When I wash dishes I utilize an order to the process. First washed are glasses, then silverware, then plates, and finally pots and pans. There’s a logic to the system - the water is cleanest at the beginning so you wash items from least dirty to dirtiest. It’s so ingrained I don’t even think about the process until I watch my husband wash dishes in his own way. Then… I have to consciously remind myself that the outcome is the important thing.
|Swayze's Sweethearts Women Build Team on Build Day|
Megan’s parents married young and their three children came along shortly. Megan’s family lived in an older home in Monroe, NC and only one of the rooms had insulation. During the heat of the North Carolina summer and cold of winter all five family members lived in that one room. Because the home was so old it exacerbated Megan’s sister’s asthma so she experienced a lot of breathing issues and all three children were often sick during the cold months.
Megan was seven when her family moved into their new Habitat home. She remembers hammering a few nails into the wall during construction. Megan recalls her excitement to have her own bedroom. Megan remembers the new, clean, smell and how she and her siblings were fascinated by the furnace closet. She recalls feeling the warmth and love from strangers who simply wanted to help.

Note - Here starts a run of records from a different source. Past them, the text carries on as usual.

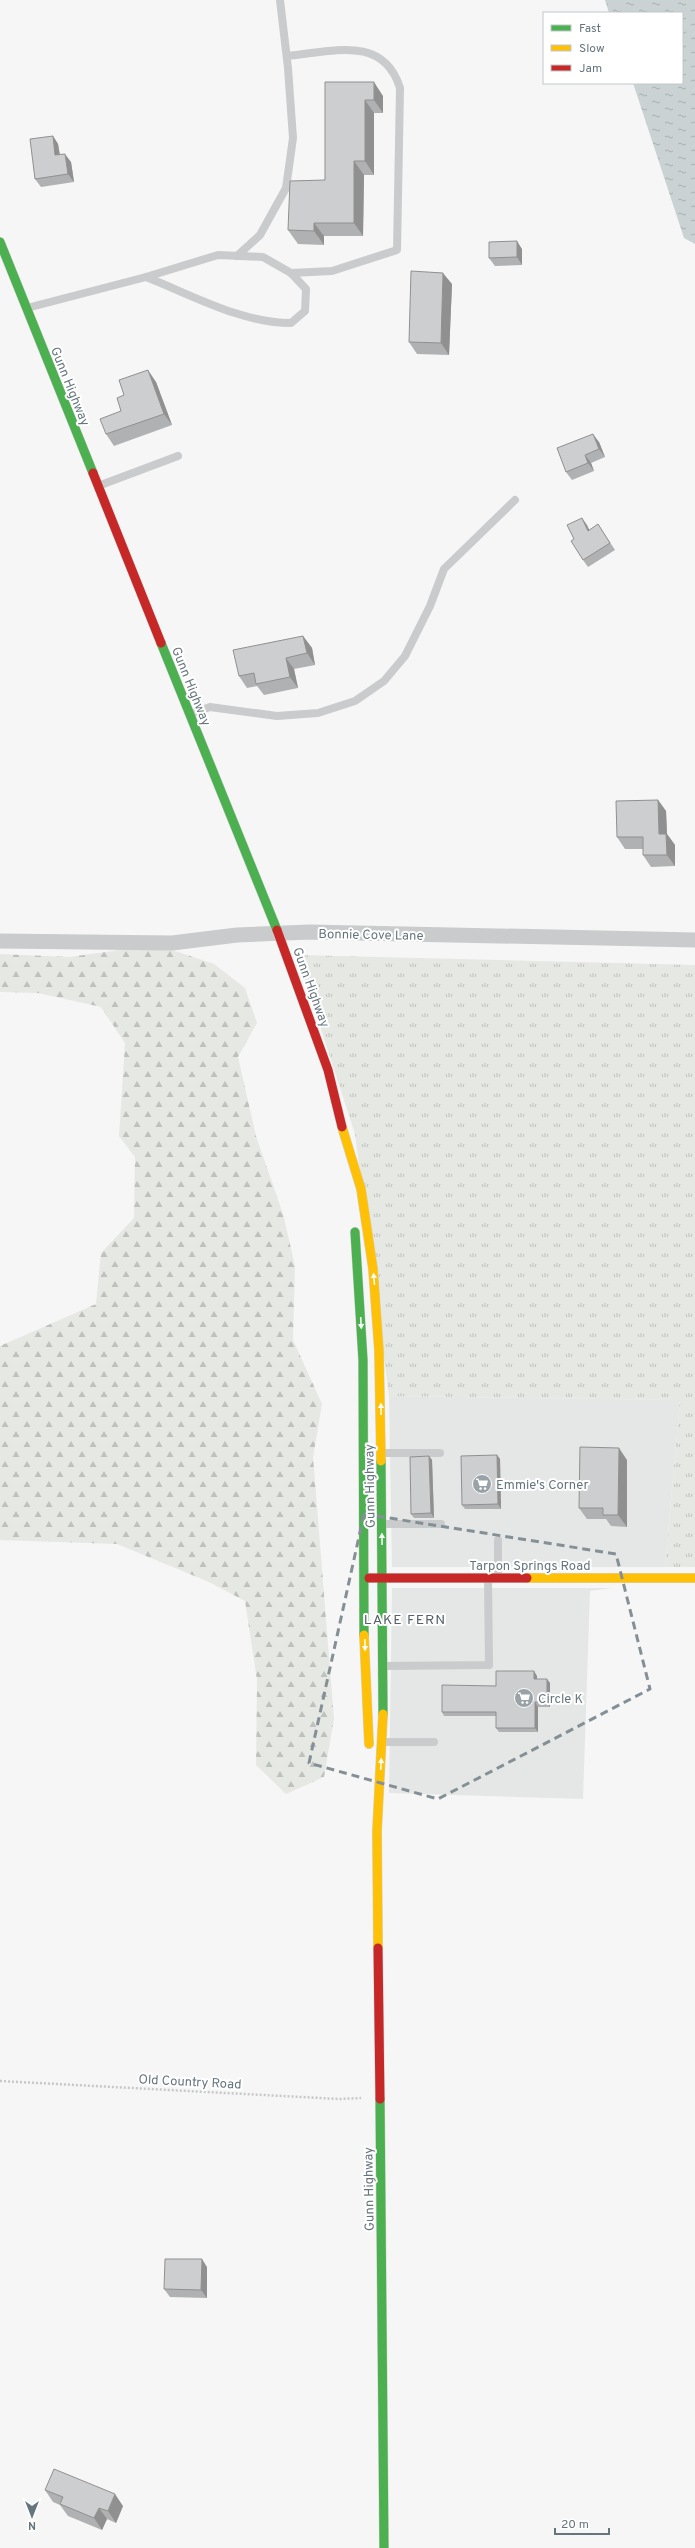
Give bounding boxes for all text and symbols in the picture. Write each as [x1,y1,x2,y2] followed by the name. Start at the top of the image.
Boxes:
[543,12,683,84] legend
[579,21,601,37] text: Fast
[579,41,605,57] text: Slow
[579,61,602,77] text: Jam
[46,345,92,429] street label: Gunn Highway
[167,645,213,729] street label: Gunn Highway
[318,927,424,945] street label: Bonnie Cove Lane
[288,945,332,1030] street label: Gunn Highway
[371,1273,378,1285] one-way arrow
[357,1317,364,1329] one-way arrow
[377,1403,384,1415] one-way arrow
[362,1444,380,1528] street label: Gunn Highway
[471,1473,493,1495] supermarket icon: Emmie's Corner
[496,1478,589,1494] place label: Emmie's Corner
[379,1532,385,1545] one-way arrow
[469,1559,591,1575] street label: Tarpon Springs Road
[364,1612,446,1629] district label: LAKE FERN
[362,1639,369,1651] one-way arrow
[513,1687,535,1709] supermarket icon: Circle K
[538,1692,583,1708] place label: Circle K
[378,1758,385,1770] one-way arrow
[138,2072,242,2094] street label: Old Country Road
[361,2147,379,2231] street label: Gunn Highway
[12,2496,52,2536] north arrow
[555,2510,609,2536] scale bar
[561,2517,589,2533] text: 20 m
[28,2518,36,2532] text: N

|Team Leader Kristel Swayze and Megan|
One April evening as Megan helped teams of women work as one to raise Julie Clinkscale’s wall she looked over and saw five sets of children’s eyes watching. Five sets of eyes observed unknown adults setting foundations for their futures, constructing stability, creating possibilities. Megan’s eyes filled with joy and love because she KNEW what those little girls felt in that moment. Megan knows first hand what their new home will mean. And she felt overjoyed to play a role in their future success.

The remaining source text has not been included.